First, at the methodological level, the authors have made several decisions. For example, using SVM to select features, instead of other techniques such as Bayes or KNN, or for example, to compare the EpEnt, with Epoch-based entropy, Phase-Lag index, Coherence, and Mutual Information and not others such as transfer entropy, granger or correlation, or for example, calculating degree, clustering coefficient, shortest path, efficiency and betweenness instead of others such as cost, diameter or participation coefficient. It might be interesting to justify these decisions as this could help other researchers who will do similar work in the future.

Regarding the possible implications for readers with a more clinical profile, the paper is a bit opaque in relation to the features that work best in discriminating between groups of patients. In this sense, it would be interesting to know which electrodes or which frequency bands performed best, or whether these features vary or not between the pairs of groups being compared.
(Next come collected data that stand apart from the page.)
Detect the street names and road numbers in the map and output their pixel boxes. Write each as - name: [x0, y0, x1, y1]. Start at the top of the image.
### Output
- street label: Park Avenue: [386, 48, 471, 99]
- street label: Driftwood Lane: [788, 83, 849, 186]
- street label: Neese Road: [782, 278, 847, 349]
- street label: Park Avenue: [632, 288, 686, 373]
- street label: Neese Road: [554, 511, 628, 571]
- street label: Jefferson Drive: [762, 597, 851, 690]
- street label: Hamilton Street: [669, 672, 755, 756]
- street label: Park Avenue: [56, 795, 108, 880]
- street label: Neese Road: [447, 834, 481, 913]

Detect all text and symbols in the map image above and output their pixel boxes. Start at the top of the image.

Regarding the sample, it appears that the authors in this paper again use the same database they already used in Houmani N, Vialatte F, Gallego-Jutglà E, Dreyfus G, Nguyen-Michel V-H, Mariani J, et al. (2018) Diagnosis of Alzheimer's disease with Electroencephalography in a differential framework. PLoS ONE 13(3): e0193607. https://doi.org/10.1371/journal.pone.0193607. However, in the present paper, although the SCI and MCI groups appear to be the same, the AD patient group is of a different size than the 2018 paper. A careful reading of the sample description makes you realize that here the authors work only with "mild to moderate AD patients", and this could explain the different sample size. However, a justification for this decision would be welcome.
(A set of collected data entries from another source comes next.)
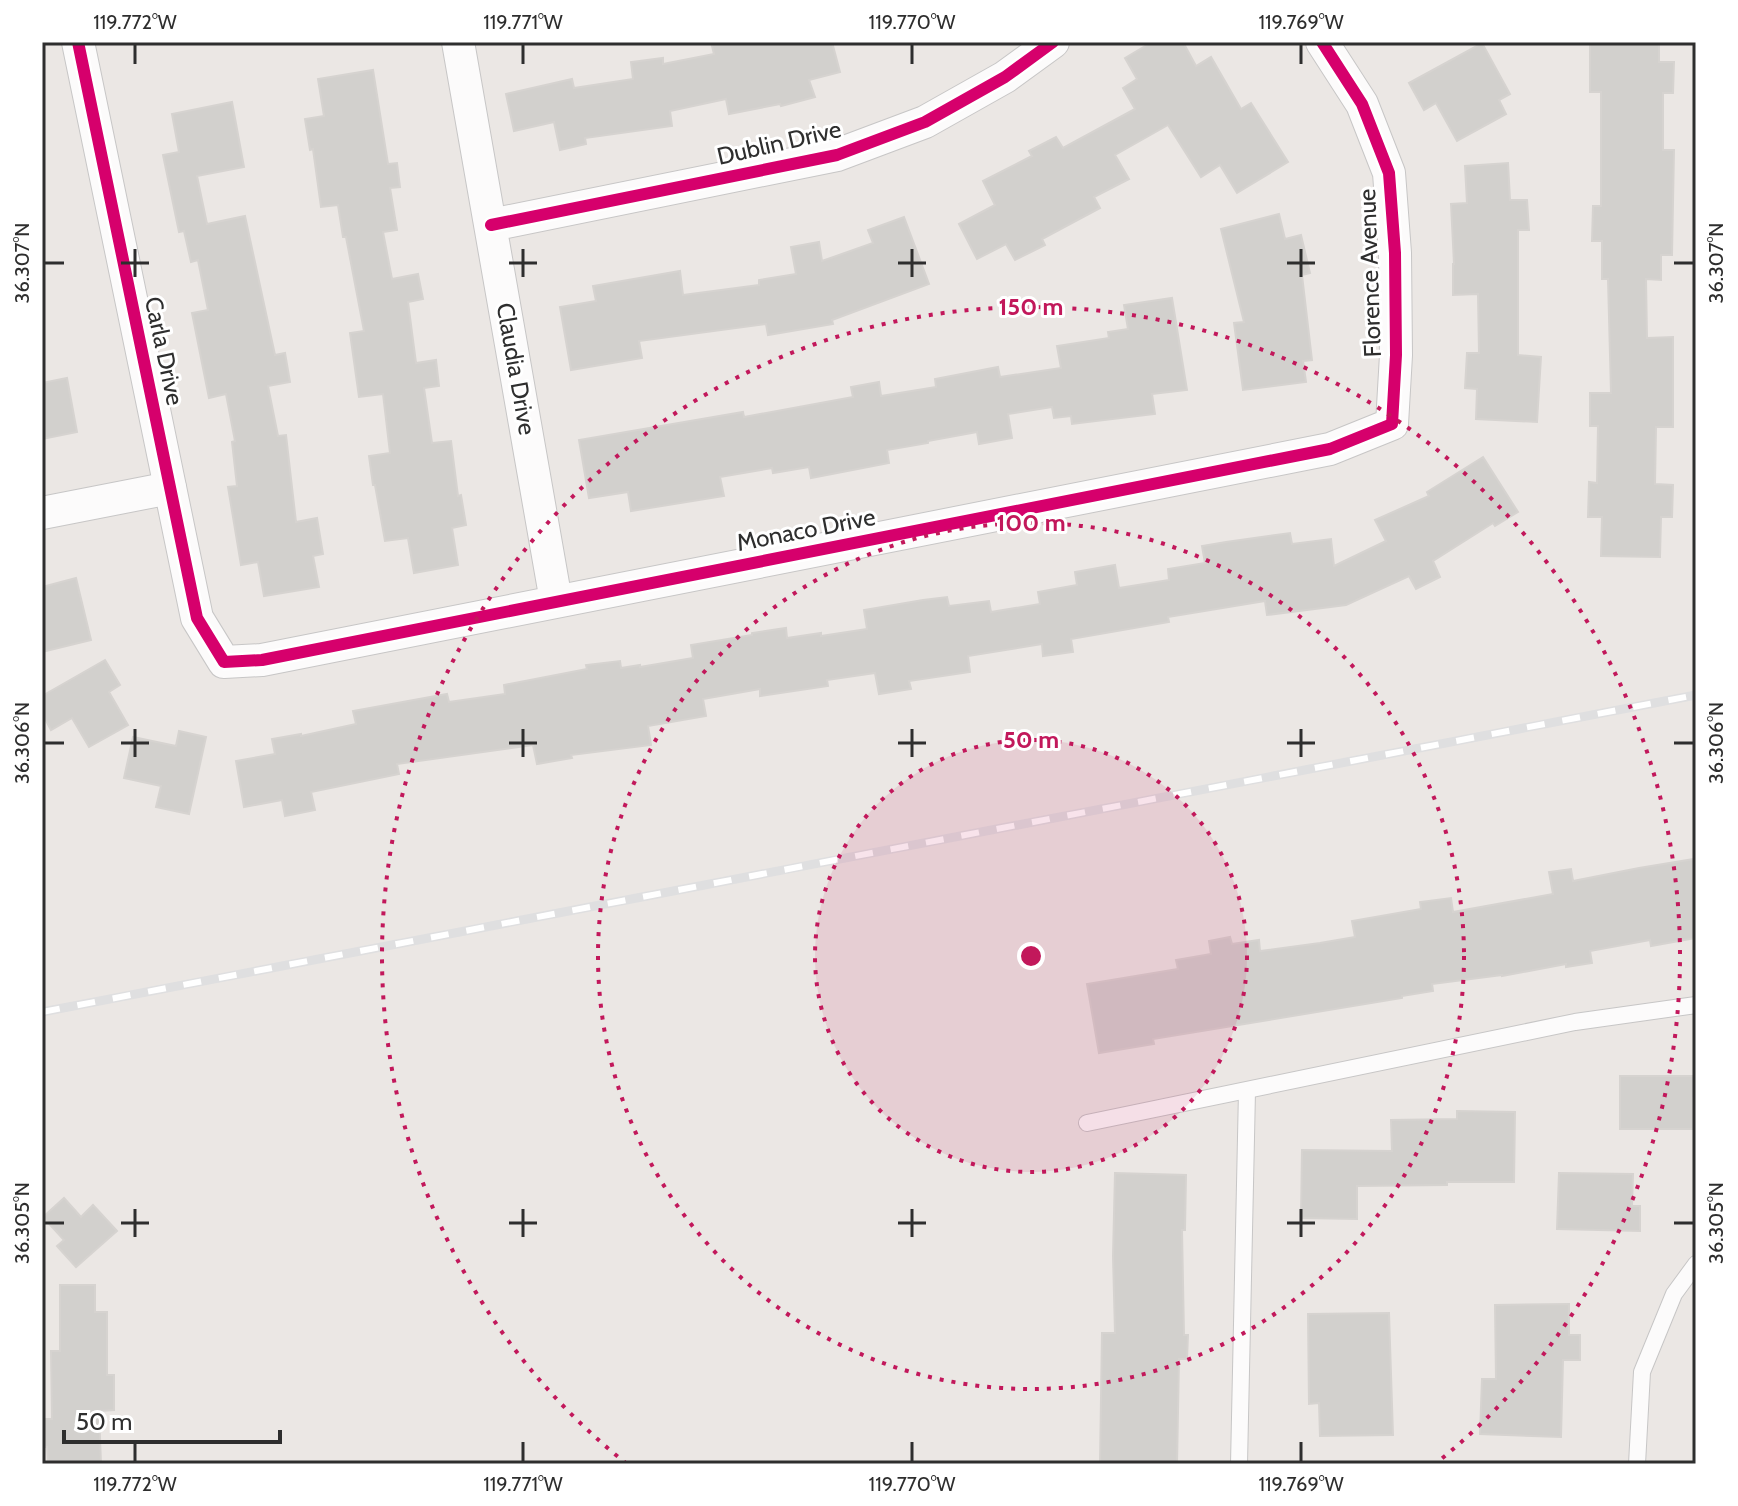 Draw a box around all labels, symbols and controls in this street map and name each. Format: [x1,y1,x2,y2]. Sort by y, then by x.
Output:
text: 119.772°W [93,10,177,34]
text: 119.771°W [483,10,563,34]
text: 119.770°W [869,10,955,34]
text: 119.769°W [1258,10,1344,34]
street label: Dublin Drive [714,114,844,171]
street label: Florence Avenue [1352,188,1387,358]
text: 36.307°N [10,223,34,303]
text: 36.307°N [1704,223,1728,303]
text: 150 m [999,292,1063,321]
street label: Carla Drive [139,294,190,408]
street label: Claudia Drive [491,301,542,437]
street label: Monaco Drive [734,502,878,557]
text: 100 m [996,508,1066,537]
text: 36.306°N [10,702,34,784]
text: 36.306°N [1704,702,1728,784]
text: 50 m [1003,725,1059,754]
centre of rings [1017,942,1045,970]
text: 36.305°N [10,1182,34,1264]
text: 36.305°N [1704,1182,1728,1264]
scale bar [64,1394,280,1444]
text: 50 m [76,1407,132,1436]
text: 119.772°W [93,1472,177,1496]
text: 119.771°W [483,1472,563,1496]
text: 119.770°W [869,1472,955,1496]
text: 119.769°W [1258,1472,1344,1496]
Finally, the groups being compared appear to differ quite a bit in variables that could affect EEG recordings. For example, age or medication are factors that we know affect EEG signals. It would be interesting to know the authors' opinion in this regard.

As minor aspects that could be taken into consideration, in Figure 4 it would be good to use the same units on the x-axis for all histograms. I also think that Figure 5 could be improved. The x-axis categories could all be in the same font. In addition, I am not sure that a line graph is the most appropriate to describe these factors.

Author Response

 Answer to reviewers

We sincerely thank the reviewers for their interesting feedback, which helped us to improve our paper, revised according to their remarks and suggestions. We have addressed the reviewers’ comments and have modified our manuscript accordingly.

In general, following the remarks of Reviewers:

  • We improved the introduction by clarifying the non-stationarity nature of EEG signals. We have added references that address this issue.
  • We added in “Material and Methods” a Section 2.1 “Methodology”, which presents the adopted methodology to conduct the comparative study of connectivity measures.
  • We clarified in Section 2.3.1 the use of HMM for EEG signal modeling and re-wrote some parts to describe the computation of EpEn.
  • We improved the description of the feature selection method in Section 2.5 for a better understanding.
  • We added a three-class classification in Section 3.5, as asked by Reviewer 1.
  • We also added a short analysis on the obtained selected features at the end of Section 3.5.
  • We also improved the visualization of Figures 2, 3, 4 and 5.

Besides, we rephrase some parts in the manuscript as asked by the Editor, and made some writing improvements to make the paper more clear, especially concerning the description of the methodology.

Also, we corrected some statistics in Table 1. In addition, we corrected some parts in Section 2.4 on graph parameters to be more appropriate to the binary graph analysis framework.

In the attached PDF file, our responses to the two reviewers point by point.

Author Response File: Author Response.pdf

Round 2

Reviewer 1 Report

Thank you for addressing my comments and also extending the content of the manuscript to provide further explanation and results. The manuscript is substantially improved and is, in this reviewer's opinion, ready for publication.